Treasure Chest | Jun 17 2016
By Greg Peel
Earlier in the year it appeared as if Beijing’s stimulus measures, both monetary and fiscal, may have been starting to have their desired impact on the Chinese economy. The data began to improve. Mind you, one always has to be wary of misleading Chinese data fluctuations before, during and after the Lunar New Year holiday.
China’s May data now suggest things have taken a turn for the worse once more. Commodity price rebounds out of the February dip have to a degree been driven by stronger Chinese demand for the likes of iron ore, oil, and to some extent, base metals. There have been fears of such demand simply reflecting a re-stocking phase which must eventually come to an end, but analysts have been surprised that this had not yet become apparent.
Reality bit last weekend when Beijing released a weak number for May fixed asset investment, which reflects infrastructure spending. Industrial production was also uninspiring. The weakness in China’s financing numbers for May released earlier this week was notable, ANZ’s commodity strategists point out.
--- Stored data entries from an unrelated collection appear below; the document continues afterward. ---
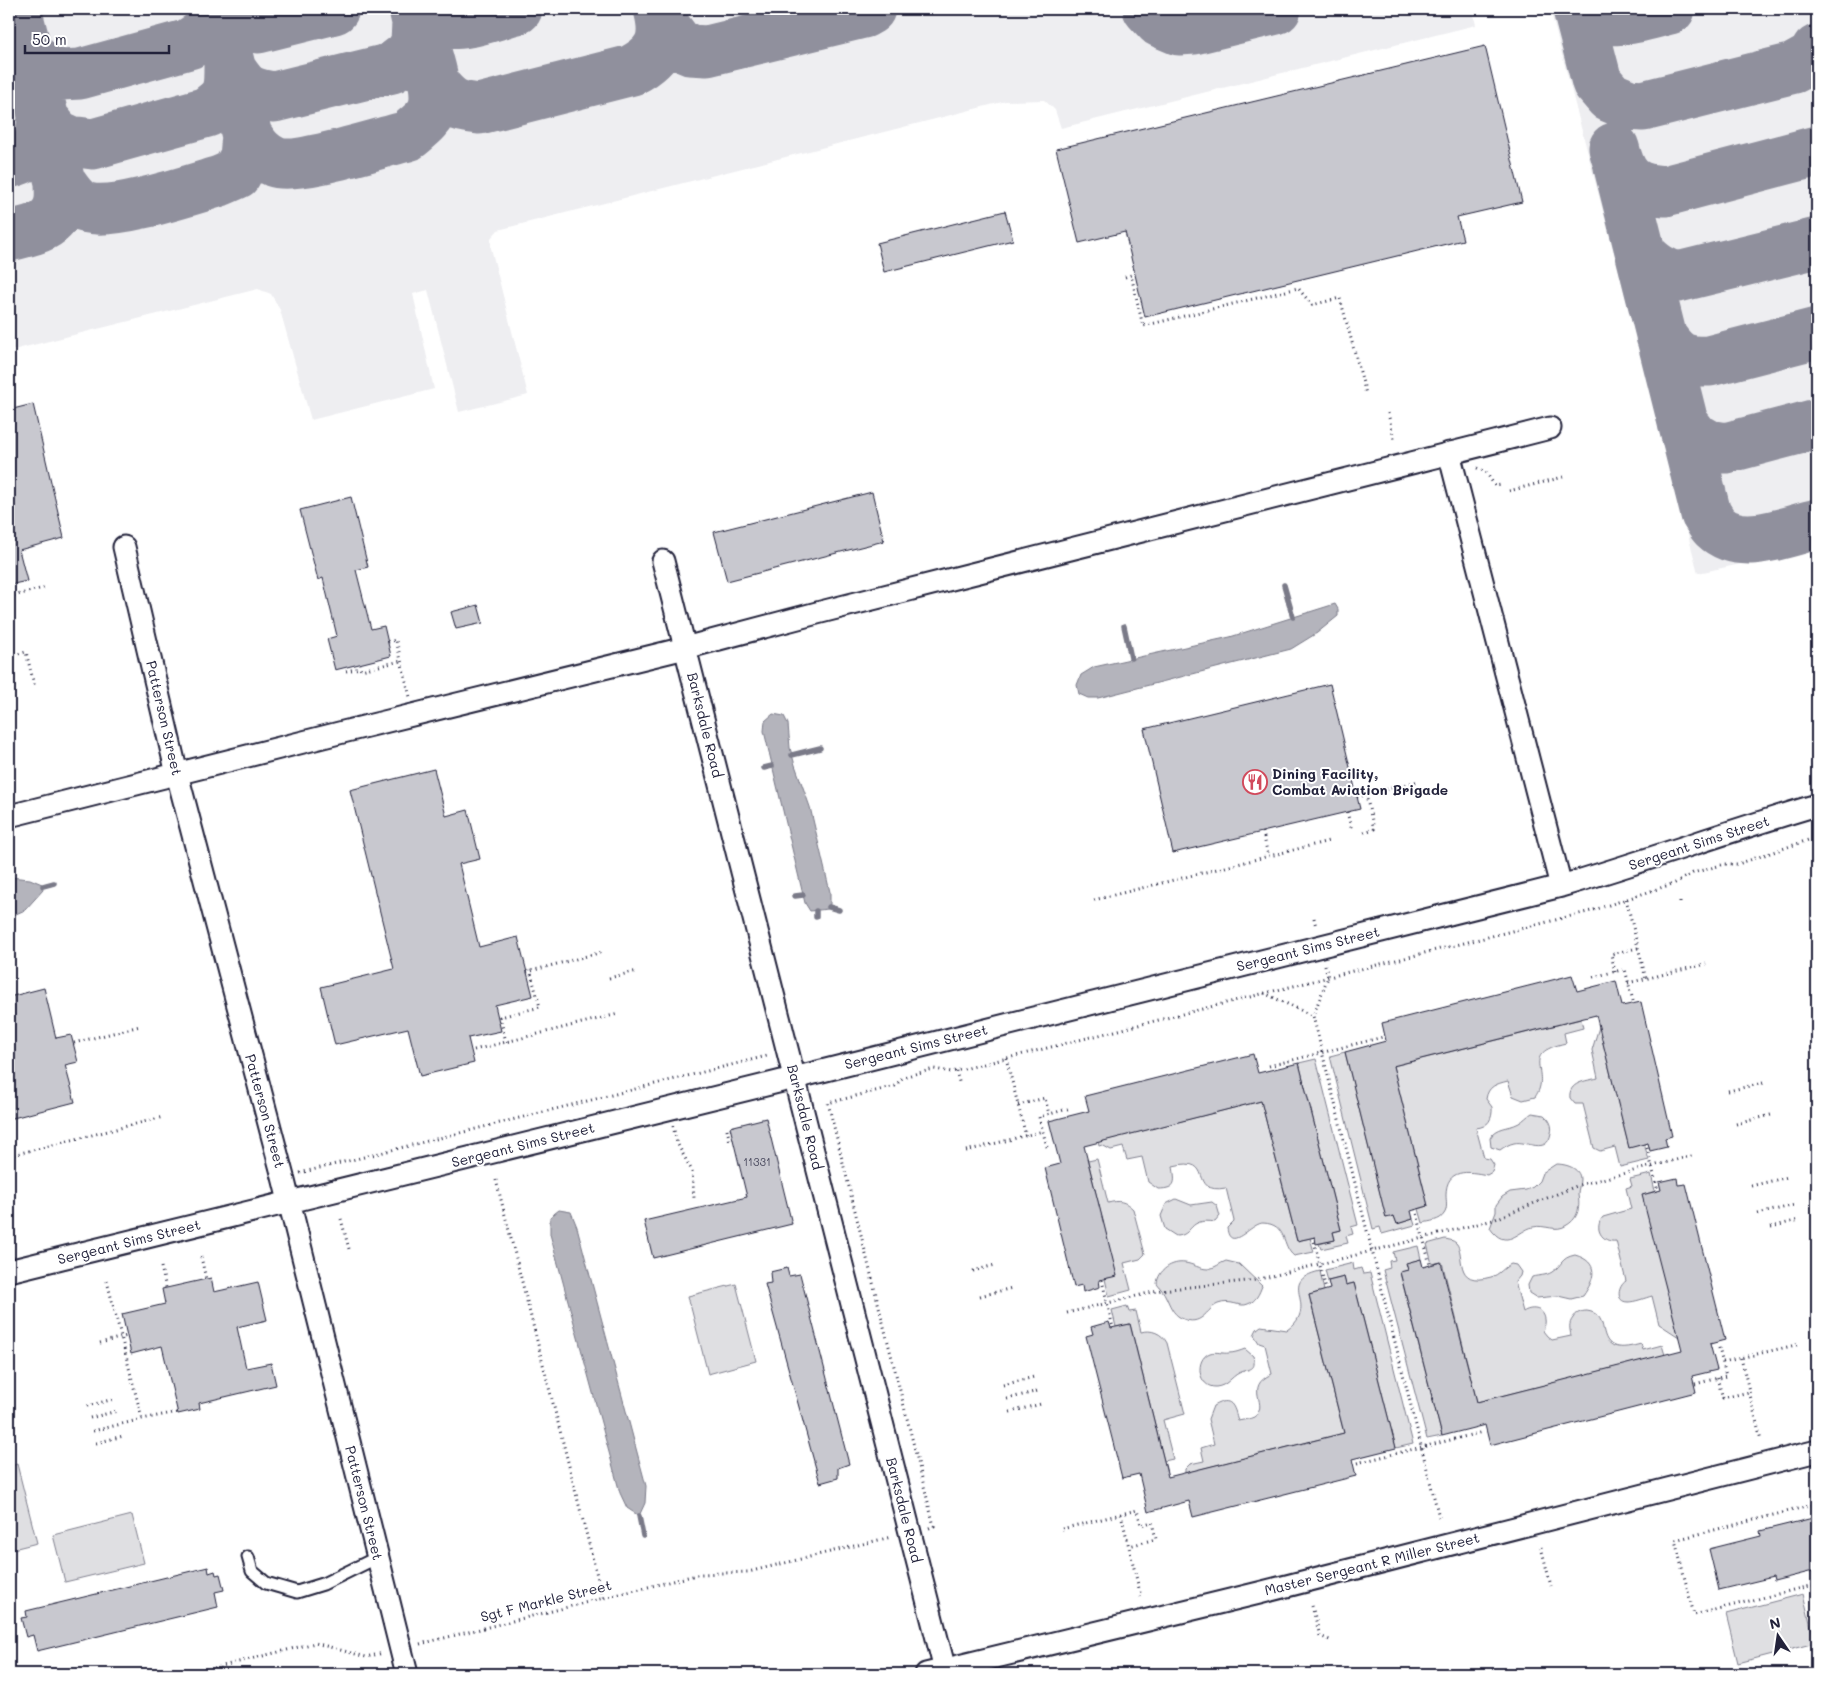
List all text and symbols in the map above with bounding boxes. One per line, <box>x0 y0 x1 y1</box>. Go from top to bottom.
scale bar <box>25 22 169 54</box>
text: 50 m <box>32 29 67 49</box>
street label: Patterson Street <box>142 659 187 777</box>
street label: Barksdale Road <box>683 670 728 780</box>
place label: Dining Facility, Combat Aviation Brigade <box>1272 764 1448 799</box>
restaurant icon: Dining Facility, Combat Aviation Brigade <box>1242 769 1268 795</box>
street label: Sergeant Sims Street <box>1626 811 1772 874</box>
street label: Sergeant Sims Street <box>1234 922 1381 975</box>
street label: Sergeant Sims Street <box>842 1020 989 1073</box>
street label: Patterson Street <box>241 1052 290 1170</box>
street label: Barksdale Road <box>783 1062 828 1172</box>
street label: Sergeant Sims Street <box>449 1118 596 1171</box>
house number: 11331 <box>743 1154 771 1169</box>
street label: Sergeant Sims Street <box>55 1215 202 1268</box>
street label: Patterson Street <box>341 1444 388 1562</box>
street label: Barksdale Road <box>882 1455 927 1565</box>
street label: Master Sergeant R Miller Street <box>1262 1528 1481 1599</box>
street label: Sgt F Markle Street <box>478 1575 613 1626</box>
north arrow <box>1754 1610 1804 1660</box>
text: N <box>1768 1612 1782 1633</box>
Loan growth was stronger than expected but total social financing was quite subdued, ANZ notes, corroborating the fall in fixed asset investment growth. A decline in the money supply and aggregate finance suggests the Chinese economy has peaked. Yet the data is not so poor as to press the PBoC into more aggressive monetary easing. ANZ nevertheless believes the government will likely launch further fiscal policies and speed up infrastructure approvals.
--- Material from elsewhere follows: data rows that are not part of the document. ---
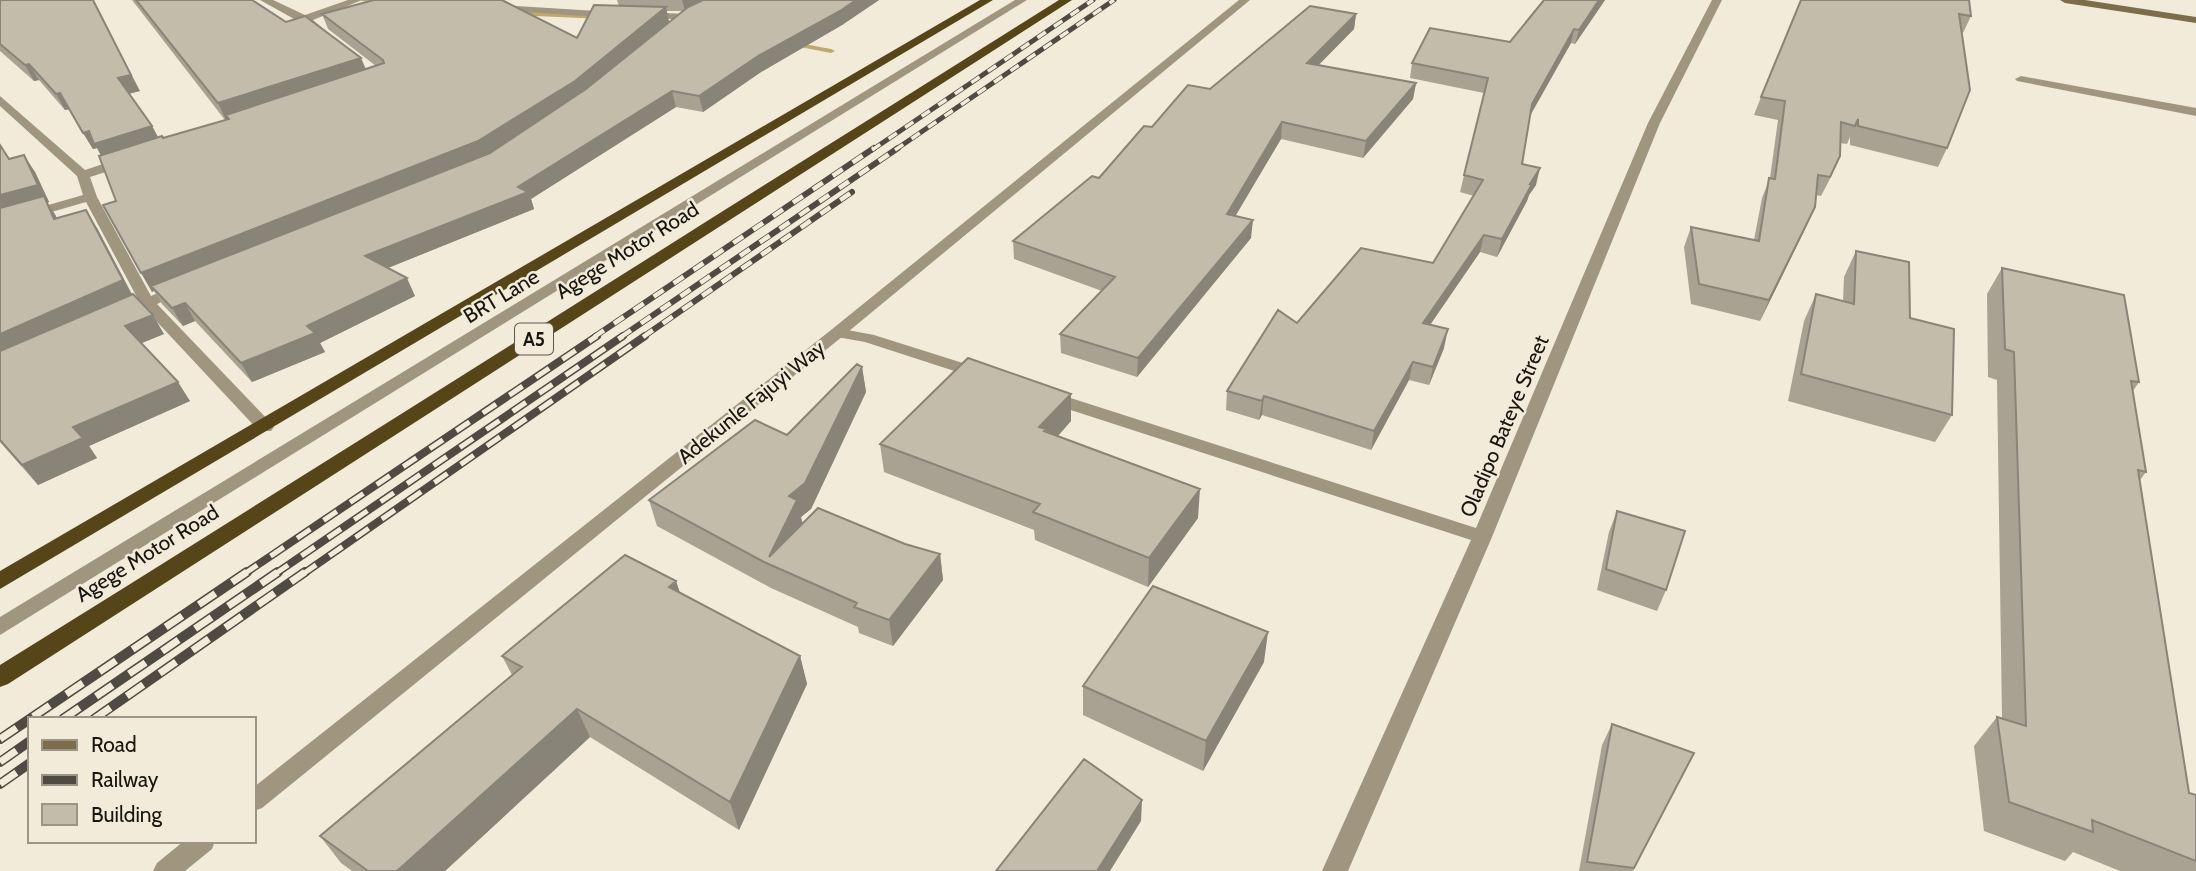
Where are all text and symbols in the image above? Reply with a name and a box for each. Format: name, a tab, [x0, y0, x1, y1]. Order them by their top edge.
street label: Agege Motor Road	[551, 196, 703, 304]
street label: BRT Lane	[459, 264, 544, 328]
road number: A5	[515, 324, 553, 354]
street label: Oladipo Bateye Street	[1454, 331, 1554, 521]
street label: Adekunle Fajuyi Way	[672, 335, 831, 470]
street label: Agege Motor Road	[71, 499, 223, 607]
legend	[28, 717, 256, 843]
text: Road	[91, 732, 137, 757]
text: Railway	[91, 767, 159, 792]
text: Building	[91, 802, 163, 827]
While the Chinese story is an ongoing one, of more immediate threat to commodity prices is next week’s Brexit vote. A “go” vote will likely send stock and commodity (ex-gold) markets into a tailspin. The impact may only prove temporary, ANZ suggests, but losses could be steep.
Commodity prices should otherwise be supported on the downside now that the Fed has returned to a more dovish stance, in line with market perception. Three anticipated US rate hikes this year have now become one, and that’s not a given either. Rate hikes would have placed upward pressure on the US dollar and thus by default, downward pressure on commodity prices.
It is still likely a Brexit “go” vote will result in US dollar strength as a safe haven for funds following out of the UK and Europe, adding to downside pressure on commodity prices irrespective of general volatility.
The exception is gold, which is more currency than commodity and as a safe haven, can move independently of the US dollar if circumstances warrant. Gold has already challenged the US$1300/oz mark, which will no doubt be breached were the Brexit vote to throw the world into turmoil.
The latest polls have the “stay” vote in front. It will be a nervous week.